[Start of Attachment]

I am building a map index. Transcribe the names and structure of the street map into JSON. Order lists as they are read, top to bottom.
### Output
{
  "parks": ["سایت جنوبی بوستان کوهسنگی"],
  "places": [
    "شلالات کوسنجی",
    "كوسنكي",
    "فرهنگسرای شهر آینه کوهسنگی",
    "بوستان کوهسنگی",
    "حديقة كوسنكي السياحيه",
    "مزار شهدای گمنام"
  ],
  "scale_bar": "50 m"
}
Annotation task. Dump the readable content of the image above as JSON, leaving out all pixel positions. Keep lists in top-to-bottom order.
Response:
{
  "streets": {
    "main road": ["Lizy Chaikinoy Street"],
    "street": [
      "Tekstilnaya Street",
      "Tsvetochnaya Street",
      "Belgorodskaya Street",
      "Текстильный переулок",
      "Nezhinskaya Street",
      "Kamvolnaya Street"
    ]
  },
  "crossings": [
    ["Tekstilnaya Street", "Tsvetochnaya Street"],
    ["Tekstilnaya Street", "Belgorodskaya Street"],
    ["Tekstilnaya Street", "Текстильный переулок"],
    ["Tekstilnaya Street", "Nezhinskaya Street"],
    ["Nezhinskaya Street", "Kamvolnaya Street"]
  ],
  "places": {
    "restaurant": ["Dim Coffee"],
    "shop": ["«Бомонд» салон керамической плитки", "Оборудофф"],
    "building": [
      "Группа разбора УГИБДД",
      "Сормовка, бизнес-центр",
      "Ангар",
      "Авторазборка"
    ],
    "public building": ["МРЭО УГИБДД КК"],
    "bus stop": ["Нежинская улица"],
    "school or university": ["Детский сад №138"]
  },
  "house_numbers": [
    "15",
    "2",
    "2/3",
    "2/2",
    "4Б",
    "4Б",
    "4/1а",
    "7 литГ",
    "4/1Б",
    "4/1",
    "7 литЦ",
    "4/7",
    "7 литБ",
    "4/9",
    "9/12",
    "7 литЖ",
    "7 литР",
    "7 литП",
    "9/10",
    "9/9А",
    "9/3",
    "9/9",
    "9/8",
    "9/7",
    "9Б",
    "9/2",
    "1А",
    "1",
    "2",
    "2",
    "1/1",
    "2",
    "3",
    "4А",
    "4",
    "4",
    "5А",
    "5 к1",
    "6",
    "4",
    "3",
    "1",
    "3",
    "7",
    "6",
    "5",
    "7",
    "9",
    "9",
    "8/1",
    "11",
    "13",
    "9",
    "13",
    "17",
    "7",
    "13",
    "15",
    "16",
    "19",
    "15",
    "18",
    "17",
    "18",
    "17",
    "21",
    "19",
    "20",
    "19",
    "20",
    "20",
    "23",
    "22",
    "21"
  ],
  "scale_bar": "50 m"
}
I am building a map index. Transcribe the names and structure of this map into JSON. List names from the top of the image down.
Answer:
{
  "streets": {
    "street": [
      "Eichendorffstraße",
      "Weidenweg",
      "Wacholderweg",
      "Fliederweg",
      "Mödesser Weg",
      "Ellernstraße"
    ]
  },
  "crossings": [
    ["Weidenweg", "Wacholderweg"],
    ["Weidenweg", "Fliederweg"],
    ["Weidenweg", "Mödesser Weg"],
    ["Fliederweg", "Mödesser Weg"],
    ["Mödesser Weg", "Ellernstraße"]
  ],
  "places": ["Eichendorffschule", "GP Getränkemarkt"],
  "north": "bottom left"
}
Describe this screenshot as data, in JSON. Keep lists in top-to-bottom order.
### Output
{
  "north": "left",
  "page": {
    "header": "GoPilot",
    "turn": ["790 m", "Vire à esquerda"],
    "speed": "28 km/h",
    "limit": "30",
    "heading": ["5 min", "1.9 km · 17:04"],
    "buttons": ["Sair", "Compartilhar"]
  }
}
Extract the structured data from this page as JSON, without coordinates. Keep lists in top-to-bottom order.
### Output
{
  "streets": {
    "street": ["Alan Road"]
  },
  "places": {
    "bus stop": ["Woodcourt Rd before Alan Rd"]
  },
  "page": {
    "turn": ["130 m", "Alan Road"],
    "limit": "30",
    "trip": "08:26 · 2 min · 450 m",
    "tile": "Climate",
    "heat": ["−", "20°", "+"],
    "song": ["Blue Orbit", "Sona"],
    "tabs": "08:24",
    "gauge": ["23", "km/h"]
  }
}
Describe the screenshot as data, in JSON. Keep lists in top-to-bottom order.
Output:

[End of Attachment]

# Work instruction
Only the lines above starting at the one containing "the image down." and ending at the one containing "Extract the structured", both included, are to be returned, exactly as they read.

# The completed task
I am building a map index. Transcribe the names and structure of this map into JSON. List names from the top of the image down.
Answer:
{
  "streets": {
    "street": [
      "Eichendorffstraße",
      "Weidenweg",
      "Wacholderweg",
      "Fliederweg",
      "Mödesser Weg",
      "Ellernstraße"
    ]
  },
  "crossings": [
    ["Weidenweg", "Wacholderweg"],
    ["Weidenweg", "Fliederweg"],
    ["Weidenweg", "Mödesser Weg"],
    ["Fliederweg", "Mödesser Weg"],
    ["Mödesser Weg", "Ellernstraße"]
  ],
  "places": ["Eichendorffschule", "GP Getränkemarkt"],
  "north": "bottom left"
}
Describe this screenshot as data, in JSON. Keep lists in top-to-bottom order.
### Output
{
  "north": "left",
  "page": {
    "header": "GoPilot",
    "turn": ["790 m", "Vire à esquerda"],
    "speed": "28 km/h",
    "limit": "30",
    "heading": ["5 min", "1.9 km · 17:04"],
    "buttons": ["Sair", "Compartilhar"]
  }
}
Extract the structured data from this page as JSON, without coordinates. Keep lists in top-to-bottom order.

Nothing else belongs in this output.